Source data —
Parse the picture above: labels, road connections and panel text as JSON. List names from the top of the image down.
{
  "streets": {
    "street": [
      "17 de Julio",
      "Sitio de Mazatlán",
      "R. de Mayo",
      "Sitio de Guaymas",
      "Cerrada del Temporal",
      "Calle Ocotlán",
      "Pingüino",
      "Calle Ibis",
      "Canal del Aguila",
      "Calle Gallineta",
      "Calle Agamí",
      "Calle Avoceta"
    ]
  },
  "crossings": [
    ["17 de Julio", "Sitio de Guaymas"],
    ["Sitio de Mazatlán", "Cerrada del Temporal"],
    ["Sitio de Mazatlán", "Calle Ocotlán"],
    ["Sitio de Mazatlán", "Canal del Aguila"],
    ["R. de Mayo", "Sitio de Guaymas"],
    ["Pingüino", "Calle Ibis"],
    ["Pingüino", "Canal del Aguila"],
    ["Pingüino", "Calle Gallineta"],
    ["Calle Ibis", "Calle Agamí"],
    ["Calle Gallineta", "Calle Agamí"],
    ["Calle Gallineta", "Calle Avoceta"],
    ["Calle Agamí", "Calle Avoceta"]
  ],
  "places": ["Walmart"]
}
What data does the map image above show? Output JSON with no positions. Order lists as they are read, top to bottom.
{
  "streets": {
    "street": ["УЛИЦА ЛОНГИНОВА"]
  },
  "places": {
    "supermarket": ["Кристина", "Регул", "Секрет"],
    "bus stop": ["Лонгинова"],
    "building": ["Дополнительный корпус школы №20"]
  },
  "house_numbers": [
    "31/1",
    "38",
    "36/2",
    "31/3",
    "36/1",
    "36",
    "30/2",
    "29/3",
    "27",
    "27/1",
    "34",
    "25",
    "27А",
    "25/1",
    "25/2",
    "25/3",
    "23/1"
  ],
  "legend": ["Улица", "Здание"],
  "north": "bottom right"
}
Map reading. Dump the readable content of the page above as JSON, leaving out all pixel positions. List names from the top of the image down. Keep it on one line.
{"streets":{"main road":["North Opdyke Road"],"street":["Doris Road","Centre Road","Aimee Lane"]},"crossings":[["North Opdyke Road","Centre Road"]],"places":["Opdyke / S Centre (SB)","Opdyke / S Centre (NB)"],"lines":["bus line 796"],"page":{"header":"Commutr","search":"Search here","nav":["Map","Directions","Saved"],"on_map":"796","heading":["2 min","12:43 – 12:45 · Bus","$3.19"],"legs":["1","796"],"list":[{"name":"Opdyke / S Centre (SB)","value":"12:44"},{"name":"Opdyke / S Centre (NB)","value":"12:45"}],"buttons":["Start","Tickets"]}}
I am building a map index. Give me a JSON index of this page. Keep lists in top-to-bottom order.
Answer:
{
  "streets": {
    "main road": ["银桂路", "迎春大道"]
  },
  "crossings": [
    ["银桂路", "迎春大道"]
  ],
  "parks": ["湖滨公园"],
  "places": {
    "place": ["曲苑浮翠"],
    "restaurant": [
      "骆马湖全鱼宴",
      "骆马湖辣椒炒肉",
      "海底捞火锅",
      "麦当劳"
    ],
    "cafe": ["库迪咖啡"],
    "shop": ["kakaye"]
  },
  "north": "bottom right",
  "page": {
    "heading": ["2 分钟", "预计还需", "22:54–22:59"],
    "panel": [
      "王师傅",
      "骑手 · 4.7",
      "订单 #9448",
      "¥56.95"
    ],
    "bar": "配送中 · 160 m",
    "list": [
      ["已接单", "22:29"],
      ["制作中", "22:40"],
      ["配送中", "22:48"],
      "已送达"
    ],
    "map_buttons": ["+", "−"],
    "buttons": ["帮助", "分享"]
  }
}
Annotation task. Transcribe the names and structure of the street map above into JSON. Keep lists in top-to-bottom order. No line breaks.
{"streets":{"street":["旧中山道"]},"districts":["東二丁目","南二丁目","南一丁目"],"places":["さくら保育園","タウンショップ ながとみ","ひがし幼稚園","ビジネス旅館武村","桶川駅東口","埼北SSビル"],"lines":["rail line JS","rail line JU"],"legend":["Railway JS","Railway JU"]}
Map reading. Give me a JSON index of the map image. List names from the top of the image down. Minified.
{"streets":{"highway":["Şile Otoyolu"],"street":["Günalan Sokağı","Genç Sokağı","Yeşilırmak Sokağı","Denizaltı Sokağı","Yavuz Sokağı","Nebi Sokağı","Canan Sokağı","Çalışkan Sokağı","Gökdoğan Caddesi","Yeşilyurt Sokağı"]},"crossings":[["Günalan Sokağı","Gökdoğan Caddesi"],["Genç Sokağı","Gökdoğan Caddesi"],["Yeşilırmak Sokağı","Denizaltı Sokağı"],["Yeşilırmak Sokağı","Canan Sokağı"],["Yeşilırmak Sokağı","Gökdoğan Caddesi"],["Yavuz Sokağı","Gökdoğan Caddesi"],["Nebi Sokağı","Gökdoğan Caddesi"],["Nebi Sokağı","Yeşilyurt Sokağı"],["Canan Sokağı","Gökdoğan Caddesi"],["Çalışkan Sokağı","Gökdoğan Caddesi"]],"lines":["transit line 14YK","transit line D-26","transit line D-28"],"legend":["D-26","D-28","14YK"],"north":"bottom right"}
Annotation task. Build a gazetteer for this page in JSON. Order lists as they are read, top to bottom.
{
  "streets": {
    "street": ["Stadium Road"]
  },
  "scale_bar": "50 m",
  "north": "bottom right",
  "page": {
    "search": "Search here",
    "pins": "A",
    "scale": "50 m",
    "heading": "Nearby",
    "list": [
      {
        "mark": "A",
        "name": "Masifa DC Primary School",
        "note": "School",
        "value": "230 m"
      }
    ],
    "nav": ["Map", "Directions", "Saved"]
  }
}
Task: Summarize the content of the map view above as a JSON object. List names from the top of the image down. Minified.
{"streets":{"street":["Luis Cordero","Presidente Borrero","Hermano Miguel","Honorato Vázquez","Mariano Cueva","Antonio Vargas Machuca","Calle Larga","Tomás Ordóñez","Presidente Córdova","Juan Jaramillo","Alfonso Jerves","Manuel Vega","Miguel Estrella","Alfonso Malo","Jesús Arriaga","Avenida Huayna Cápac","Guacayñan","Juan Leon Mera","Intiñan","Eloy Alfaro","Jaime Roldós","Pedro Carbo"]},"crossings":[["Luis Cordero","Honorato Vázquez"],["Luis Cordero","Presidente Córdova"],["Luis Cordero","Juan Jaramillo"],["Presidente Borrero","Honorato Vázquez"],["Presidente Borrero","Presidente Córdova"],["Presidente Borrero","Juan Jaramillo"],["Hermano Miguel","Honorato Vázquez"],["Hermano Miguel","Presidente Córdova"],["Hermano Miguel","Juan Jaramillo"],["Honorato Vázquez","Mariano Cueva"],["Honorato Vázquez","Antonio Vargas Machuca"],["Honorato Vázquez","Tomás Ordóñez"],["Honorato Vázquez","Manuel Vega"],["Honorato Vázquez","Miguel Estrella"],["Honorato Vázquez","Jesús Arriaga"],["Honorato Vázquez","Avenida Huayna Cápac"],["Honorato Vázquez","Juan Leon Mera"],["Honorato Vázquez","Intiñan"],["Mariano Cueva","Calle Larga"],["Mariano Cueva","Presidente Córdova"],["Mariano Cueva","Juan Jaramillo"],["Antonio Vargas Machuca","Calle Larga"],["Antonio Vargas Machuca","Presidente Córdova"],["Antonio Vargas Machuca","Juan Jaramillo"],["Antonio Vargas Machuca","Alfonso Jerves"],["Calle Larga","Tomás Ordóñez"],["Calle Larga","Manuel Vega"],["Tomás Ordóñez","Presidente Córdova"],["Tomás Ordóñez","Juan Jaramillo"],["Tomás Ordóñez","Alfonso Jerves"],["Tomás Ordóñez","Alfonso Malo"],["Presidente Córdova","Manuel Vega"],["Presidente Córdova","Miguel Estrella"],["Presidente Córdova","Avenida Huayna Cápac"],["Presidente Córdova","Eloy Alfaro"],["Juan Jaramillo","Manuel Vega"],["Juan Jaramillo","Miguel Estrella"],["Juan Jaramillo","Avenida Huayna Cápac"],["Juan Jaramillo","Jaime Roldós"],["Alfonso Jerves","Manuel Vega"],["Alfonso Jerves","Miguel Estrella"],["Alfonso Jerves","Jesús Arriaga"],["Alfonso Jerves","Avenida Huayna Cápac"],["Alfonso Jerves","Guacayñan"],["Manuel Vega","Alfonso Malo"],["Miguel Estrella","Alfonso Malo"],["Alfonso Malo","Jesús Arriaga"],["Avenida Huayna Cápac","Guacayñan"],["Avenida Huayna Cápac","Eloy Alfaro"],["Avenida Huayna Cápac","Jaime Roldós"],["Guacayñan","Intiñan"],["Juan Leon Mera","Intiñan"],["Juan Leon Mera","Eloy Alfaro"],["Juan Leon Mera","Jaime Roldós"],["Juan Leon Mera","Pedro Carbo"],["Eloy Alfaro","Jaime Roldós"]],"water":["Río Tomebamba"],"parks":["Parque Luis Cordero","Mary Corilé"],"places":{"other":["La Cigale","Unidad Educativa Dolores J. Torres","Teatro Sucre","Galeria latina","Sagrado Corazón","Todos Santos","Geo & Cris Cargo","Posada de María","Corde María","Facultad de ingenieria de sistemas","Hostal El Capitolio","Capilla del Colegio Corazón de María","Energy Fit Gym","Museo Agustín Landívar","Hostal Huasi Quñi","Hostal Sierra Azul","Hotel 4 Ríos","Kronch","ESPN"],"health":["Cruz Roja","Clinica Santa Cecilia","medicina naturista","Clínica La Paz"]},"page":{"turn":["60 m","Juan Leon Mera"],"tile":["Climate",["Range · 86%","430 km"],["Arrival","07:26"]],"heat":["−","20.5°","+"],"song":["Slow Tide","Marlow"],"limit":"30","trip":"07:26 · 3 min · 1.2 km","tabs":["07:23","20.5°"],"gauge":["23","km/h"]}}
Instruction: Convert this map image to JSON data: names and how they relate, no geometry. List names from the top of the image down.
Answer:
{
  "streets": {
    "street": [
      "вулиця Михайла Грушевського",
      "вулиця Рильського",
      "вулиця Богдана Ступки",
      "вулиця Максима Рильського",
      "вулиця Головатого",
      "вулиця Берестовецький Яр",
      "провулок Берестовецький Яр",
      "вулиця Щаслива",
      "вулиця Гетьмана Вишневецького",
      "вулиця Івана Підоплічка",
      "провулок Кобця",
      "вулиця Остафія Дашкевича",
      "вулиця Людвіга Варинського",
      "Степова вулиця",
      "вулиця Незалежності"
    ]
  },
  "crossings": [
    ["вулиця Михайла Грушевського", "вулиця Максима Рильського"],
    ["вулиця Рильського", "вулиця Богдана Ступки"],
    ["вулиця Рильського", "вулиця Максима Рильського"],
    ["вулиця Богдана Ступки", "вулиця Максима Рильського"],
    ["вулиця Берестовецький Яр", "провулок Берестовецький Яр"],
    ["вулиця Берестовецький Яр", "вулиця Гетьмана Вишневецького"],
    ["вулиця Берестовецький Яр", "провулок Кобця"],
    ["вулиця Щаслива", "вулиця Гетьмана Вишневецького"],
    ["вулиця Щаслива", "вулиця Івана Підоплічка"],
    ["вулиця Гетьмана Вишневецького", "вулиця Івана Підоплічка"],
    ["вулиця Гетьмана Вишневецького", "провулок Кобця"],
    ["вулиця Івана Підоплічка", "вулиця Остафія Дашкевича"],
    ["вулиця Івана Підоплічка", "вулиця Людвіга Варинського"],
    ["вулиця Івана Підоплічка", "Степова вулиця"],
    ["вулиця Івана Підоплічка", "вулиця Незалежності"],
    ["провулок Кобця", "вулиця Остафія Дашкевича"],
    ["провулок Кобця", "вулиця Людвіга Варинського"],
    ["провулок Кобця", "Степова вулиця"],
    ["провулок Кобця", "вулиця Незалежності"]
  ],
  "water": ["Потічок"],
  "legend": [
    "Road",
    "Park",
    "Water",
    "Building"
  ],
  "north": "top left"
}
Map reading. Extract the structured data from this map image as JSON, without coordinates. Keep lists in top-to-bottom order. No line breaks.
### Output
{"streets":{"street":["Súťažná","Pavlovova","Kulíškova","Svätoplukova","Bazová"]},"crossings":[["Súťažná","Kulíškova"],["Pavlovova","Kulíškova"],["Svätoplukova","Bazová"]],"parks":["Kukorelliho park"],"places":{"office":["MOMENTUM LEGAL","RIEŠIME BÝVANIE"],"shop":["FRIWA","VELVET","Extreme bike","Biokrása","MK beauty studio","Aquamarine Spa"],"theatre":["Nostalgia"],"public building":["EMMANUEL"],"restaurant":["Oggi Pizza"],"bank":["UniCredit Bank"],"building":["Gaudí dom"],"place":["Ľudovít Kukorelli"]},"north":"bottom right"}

Assigned task — Going through the listing above, copy out every line that has the string "Gallineta".

Expected answer —
      "Calle Gallineta",
    ["Pingüino", "Calle Gallineta"],
    ["Calle Gallineta", "Calle Agamí"],
    ["Calle Gallineta", "Calle Avoceta"],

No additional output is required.